La réflexion portait donc sur les "Questions fondamentales posées à la catéchèse pour l’Eglise d’aujourd’hui"... questions regroupées en trois chapitres :1. De quel Dieu parlons-nous ?
2. Dans la catéchèse, quelle place donnons-nous aux vocations spécifiques.
3. Quelle Eglise "fabriquons-nous ? (mot barbare qui correspond cependant à une certaine mentalité...)
Chantal nous rend compte ici du fond de ces réflexions :
I - DE QUEL DIEU PARLONS-NOUS ?
On parle de Dieu. Pour les catéchistes de l’enfance, c’est une évidence.
On pourrait sans doute dire que c’est aussi évident qu’on en parle peu, et même dans certains cas, pas du tout, à l’adolescence.
Lorsque nous parlons de Dieu, de quel Dieu parlons-nous ? Que disons-nous de lui ? En fonction des vocations on présente facilement un Dieu qui appelle, un Dieu qui veut bien avoir besoin de nos services ; présentons-nous assez un Dieu qui nous aime et qui attend une réponse d’amour ? Bien sûr, on le dit ! Mais n’est-ce pas une phrase un peu vide ? Est-ce que notre manière de parler et de vivre dit assez notre confiance en Dieu ?
Pourquoi une vocation spécifique fait-elle peur ? Pourquoi apparaît-elle surtout à travers ses exigences ? Disons-nous assez que Dieu est quelqu’un qu’il fait bon suivre, qu’il est quelqu’un qui vaut la peine qu’on lui donne sa vie, qu’on fasse quelque chose pour lui, qu’on aime assez, au point qu’on est heureux qu’il nous coûte cher ? ...

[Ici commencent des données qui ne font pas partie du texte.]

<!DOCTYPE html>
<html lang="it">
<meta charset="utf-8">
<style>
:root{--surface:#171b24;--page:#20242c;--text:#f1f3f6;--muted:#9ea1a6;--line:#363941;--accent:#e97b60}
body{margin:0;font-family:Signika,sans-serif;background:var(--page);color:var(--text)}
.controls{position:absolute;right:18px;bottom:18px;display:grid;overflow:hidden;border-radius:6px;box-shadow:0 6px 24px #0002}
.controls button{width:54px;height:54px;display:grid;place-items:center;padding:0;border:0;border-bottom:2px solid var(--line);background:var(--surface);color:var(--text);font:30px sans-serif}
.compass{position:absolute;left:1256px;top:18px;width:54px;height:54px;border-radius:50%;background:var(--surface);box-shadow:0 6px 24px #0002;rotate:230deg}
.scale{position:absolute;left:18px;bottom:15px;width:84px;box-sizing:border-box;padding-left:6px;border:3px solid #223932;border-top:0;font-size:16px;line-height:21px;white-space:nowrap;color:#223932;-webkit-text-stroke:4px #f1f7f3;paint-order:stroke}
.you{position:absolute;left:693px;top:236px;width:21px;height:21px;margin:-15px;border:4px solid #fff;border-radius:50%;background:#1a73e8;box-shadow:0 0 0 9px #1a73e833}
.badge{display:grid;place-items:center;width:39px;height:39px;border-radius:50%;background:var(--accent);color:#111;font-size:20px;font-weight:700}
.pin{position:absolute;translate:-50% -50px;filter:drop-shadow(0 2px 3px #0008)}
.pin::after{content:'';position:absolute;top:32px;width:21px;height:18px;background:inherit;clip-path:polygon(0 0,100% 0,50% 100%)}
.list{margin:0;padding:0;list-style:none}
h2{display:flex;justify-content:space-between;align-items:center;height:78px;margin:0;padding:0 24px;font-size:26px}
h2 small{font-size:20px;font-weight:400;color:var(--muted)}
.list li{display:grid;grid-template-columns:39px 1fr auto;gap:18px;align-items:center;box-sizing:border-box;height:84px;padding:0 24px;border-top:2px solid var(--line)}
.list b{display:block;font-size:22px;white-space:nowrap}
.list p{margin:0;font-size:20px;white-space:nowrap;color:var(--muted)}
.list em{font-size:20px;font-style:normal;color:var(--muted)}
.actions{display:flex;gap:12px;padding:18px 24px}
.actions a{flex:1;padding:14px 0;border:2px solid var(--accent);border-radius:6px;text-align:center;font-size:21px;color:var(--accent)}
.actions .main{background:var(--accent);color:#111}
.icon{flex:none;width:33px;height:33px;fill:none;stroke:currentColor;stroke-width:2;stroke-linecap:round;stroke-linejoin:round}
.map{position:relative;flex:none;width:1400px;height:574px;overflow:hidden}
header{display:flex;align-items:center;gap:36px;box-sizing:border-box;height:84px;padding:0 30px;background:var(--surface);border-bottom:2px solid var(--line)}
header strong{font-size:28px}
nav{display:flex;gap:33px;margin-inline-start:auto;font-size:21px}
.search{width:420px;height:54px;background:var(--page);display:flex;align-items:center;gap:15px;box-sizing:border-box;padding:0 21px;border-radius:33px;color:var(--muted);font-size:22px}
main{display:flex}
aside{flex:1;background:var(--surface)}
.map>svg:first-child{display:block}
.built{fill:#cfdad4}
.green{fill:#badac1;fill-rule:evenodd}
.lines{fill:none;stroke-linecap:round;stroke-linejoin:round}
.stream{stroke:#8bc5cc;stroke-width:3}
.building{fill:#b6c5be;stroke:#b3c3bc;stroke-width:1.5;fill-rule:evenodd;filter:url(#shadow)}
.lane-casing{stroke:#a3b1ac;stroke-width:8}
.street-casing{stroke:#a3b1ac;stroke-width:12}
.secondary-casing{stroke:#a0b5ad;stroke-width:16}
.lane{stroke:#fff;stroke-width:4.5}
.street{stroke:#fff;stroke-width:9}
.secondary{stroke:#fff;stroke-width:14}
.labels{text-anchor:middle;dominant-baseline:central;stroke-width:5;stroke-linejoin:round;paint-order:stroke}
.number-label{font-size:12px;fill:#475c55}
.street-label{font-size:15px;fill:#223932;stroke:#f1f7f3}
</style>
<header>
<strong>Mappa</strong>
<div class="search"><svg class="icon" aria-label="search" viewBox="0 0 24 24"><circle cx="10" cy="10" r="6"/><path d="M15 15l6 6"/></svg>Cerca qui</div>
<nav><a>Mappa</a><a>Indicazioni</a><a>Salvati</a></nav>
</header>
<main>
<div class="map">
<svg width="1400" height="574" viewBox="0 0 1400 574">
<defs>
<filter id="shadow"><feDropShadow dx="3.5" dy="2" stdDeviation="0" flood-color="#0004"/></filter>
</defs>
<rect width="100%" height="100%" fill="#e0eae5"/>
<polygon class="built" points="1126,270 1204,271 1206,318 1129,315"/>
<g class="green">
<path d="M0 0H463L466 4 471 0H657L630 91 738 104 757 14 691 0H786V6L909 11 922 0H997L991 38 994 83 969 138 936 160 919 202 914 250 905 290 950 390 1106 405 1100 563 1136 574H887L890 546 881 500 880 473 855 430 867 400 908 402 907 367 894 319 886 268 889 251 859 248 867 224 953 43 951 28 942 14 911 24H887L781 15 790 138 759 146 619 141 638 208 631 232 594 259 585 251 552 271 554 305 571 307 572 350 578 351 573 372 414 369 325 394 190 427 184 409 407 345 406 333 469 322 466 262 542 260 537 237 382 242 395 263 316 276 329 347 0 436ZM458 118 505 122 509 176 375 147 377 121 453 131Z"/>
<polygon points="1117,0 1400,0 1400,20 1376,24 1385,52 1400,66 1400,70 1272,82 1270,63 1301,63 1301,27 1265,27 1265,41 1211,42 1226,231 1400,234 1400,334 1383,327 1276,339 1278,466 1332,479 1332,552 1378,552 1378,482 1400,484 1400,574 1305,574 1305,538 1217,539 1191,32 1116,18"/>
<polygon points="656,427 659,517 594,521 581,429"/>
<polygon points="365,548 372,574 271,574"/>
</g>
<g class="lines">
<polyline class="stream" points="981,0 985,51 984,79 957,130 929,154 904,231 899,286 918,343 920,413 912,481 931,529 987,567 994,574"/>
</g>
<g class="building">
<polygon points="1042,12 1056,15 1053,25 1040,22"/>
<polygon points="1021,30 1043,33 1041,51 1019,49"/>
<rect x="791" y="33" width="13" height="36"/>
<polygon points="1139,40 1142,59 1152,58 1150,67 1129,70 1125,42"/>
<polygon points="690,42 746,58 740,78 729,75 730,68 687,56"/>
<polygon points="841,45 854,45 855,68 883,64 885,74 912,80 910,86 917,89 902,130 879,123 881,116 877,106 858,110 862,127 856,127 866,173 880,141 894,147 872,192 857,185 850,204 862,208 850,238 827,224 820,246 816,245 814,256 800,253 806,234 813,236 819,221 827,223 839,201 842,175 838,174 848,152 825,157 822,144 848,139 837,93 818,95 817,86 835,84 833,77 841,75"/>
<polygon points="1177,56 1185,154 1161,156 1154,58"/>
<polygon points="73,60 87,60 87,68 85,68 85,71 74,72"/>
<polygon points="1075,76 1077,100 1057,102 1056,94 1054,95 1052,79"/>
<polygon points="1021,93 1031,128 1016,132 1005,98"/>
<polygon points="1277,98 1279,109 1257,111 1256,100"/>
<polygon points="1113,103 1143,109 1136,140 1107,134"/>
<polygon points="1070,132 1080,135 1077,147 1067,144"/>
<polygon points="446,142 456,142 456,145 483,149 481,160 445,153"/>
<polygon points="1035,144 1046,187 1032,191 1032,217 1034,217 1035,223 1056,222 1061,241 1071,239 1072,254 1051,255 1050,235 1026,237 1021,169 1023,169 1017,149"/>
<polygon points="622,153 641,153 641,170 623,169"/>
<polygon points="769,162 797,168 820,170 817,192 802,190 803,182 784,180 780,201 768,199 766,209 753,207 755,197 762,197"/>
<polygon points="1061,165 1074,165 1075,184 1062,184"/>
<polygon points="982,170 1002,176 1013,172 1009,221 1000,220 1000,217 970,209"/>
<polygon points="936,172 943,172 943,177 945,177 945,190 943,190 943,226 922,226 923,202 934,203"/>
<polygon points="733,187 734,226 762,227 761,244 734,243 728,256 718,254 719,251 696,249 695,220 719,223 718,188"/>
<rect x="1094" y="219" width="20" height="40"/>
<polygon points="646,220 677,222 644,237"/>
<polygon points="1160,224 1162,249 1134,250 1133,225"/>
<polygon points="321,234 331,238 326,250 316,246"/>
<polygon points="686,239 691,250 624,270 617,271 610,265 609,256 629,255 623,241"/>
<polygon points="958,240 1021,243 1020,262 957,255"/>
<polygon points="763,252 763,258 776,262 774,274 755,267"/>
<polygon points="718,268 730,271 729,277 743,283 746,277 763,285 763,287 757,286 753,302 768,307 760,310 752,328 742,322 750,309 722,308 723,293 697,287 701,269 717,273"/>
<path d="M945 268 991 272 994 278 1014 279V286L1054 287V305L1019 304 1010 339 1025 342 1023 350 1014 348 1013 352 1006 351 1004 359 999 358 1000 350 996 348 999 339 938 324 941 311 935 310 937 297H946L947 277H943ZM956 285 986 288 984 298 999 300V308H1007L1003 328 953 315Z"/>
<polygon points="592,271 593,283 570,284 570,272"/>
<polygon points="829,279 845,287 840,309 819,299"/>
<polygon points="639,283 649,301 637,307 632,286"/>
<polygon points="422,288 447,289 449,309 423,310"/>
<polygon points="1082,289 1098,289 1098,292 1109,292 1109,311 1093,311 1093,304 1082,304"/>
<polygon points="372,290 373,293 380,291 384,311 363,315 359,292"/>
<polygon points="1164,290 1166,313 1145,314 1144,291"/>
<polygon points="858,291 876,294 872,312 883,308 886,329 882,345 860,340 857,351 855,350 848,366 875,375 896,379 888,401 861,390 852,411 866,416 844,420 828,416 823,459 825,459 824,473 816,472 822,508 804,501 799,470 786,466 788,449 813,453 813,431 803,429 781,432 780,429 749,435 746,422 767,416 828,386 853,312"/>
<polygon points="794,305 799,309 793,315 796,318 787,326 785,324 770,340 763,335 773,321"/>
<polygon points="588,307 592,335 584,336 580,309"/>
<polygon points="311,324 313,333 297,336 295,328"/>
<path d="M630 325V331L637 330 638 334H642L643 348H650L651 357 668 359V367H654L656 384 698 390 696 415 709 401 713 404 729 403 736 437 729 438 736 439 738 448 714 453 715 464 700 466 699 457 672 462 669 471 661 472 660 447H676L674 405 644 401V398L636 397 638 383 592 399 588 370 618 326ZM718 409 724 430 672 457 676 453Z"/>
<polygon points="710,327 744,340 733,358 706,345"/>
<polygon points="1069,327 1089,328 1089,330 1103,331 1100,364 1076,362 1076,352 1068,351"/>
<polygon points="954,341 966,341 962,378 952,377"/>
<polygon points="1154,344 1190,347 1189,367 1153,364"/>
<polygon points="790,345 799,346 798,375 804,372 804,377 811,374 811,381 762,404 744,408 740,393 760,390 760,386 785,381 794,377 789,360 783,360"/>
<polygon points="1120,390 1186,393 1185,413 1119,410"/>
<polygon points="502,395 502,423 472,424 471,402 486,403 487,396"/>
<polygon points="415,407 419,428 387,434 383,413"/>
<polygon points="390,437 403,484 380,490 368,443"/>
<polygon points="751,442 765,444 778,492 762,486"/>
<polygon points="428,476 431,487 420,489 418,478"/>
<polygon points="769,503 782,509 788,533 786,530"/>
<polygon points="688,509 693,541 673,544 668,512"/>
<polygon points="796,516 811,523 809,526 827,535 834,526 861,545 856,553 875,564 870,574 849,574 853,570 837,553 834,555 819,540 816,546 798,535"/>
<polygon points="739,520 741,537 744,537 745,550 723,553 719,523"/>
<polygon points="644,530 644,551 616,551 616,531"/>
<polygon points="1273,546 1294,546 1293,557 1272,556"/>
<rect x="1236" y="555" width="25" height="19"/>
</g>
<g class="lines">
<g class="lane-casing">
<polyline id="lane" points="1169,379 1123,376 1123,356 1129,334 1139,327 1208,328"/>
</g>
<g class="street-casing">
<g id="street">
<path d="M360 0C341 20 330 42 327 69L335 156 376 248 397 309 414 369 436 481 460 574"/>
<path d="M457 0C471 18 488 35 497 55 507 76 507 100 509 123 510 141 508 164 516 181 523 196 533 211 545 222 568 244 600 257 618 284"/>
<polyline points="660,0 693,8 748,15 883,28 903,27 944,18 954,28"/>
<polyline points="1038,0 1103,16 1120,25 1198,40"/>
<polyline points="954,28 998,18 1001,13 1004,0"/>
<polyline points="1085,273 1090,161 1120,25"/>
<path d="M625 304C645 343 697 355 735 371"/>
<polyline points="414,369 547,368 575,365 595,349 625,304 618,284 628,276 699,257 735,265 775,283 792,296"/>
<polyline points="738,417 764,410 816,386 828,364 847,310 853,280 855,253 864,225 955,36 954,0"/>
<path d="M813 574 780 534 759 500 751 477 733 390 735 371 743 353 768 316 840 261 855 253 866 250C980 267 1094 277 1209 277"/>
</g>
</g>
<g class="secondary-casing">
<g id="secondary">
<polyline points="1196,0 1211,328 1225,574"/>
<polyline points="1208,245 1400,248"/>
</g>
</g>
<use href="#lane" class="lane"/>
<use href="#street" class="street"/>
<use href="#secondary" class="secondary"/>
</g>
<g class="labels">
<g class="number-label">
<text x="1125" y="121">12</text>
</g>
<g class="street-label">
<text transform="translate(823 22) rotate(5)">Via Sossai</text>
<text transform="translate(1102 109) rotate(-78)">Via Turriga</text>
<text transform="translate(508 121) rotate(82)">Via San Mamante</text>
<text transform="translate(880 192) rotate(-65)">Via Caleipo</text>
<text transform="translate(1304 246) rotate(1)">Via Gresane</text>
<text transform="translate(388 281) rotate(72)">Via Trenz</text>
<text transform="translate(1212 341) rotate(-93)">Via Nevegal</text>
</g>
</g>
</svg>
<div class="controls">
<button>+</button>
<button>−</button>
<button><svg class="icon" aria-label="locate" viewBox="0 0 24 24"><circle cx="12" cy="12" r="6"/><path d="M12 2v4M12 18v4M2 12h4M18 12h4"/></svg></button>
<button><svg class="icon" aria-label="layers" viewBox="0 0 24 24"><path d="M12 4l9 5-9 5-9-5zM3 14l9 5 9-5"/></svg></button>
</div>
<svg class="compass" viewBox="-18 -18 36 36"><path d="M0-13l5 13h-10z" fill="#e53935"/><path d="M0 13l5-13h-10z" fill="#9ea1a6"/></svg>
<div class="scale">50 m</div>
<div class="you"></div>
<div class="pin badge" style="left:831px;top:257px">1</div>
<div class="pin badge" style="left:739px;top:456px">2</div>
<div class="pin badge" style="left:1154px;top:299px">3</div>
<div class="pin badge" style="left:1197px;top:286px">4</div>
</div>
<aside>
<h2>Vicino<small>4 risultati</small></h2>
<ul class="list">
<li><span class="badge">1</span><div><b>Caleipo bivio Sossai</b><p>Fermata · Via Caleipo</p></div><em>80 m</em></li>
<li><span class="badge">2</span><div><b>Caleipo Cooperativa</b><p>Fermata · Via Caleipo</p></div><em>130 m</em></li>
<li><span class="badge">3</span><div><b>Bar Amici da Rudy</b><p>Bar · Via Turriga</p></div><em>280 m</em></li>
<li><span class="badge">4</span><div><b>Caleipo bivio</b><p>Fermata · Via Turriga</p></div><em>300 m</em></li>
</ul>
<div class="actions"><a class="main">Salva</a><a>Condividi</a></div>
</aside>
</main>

Nous avons à parler par la Parole, mais aussi par nos attitudes, par notre manière de vivre. J’ai trouvé, je ne sais plus où, cette phrase :
"Dieu est-il encore dans l’horizon de nos projets ?" Quelques exemples :
la responsable d’une classe d’une école catholique demande la collaboration des parents ; pour accompagner les élèves au ski ou à la piscine, il y a toujours plus d’adultes qu’il en faut ; pour le catéchisme, il en manque toujours ! En ce qui concerne la morale, argent, sexualité... je ne crois pas qu’entre chrétiens nous arrivons à porter ensemble le témoignage que Dieu est quelqu’un avec qui et pour qui on doit et on peut vivre autrement que "tout le monde". Je crois aussi qu’on ne se pose pas assez la question du service qu’on a à assurer dans l’Eglise ; on fait ça "en plus", et c’est la première chose qu’on abandonne quand on a trop à faire. Les engagements temporels nous paraissent plus valables, combien de fois je me suis entendu dire "Tu ne sers à rien !" Je ne pense pas être un phénomène, c’est possible de laisser quelque chose pour le service de l’Eglise, de laisser de l’argent, un peu de considération... un métier, c’est ce que j’ai fait, pourquoi d’autres ne le pourraient-ils pas ?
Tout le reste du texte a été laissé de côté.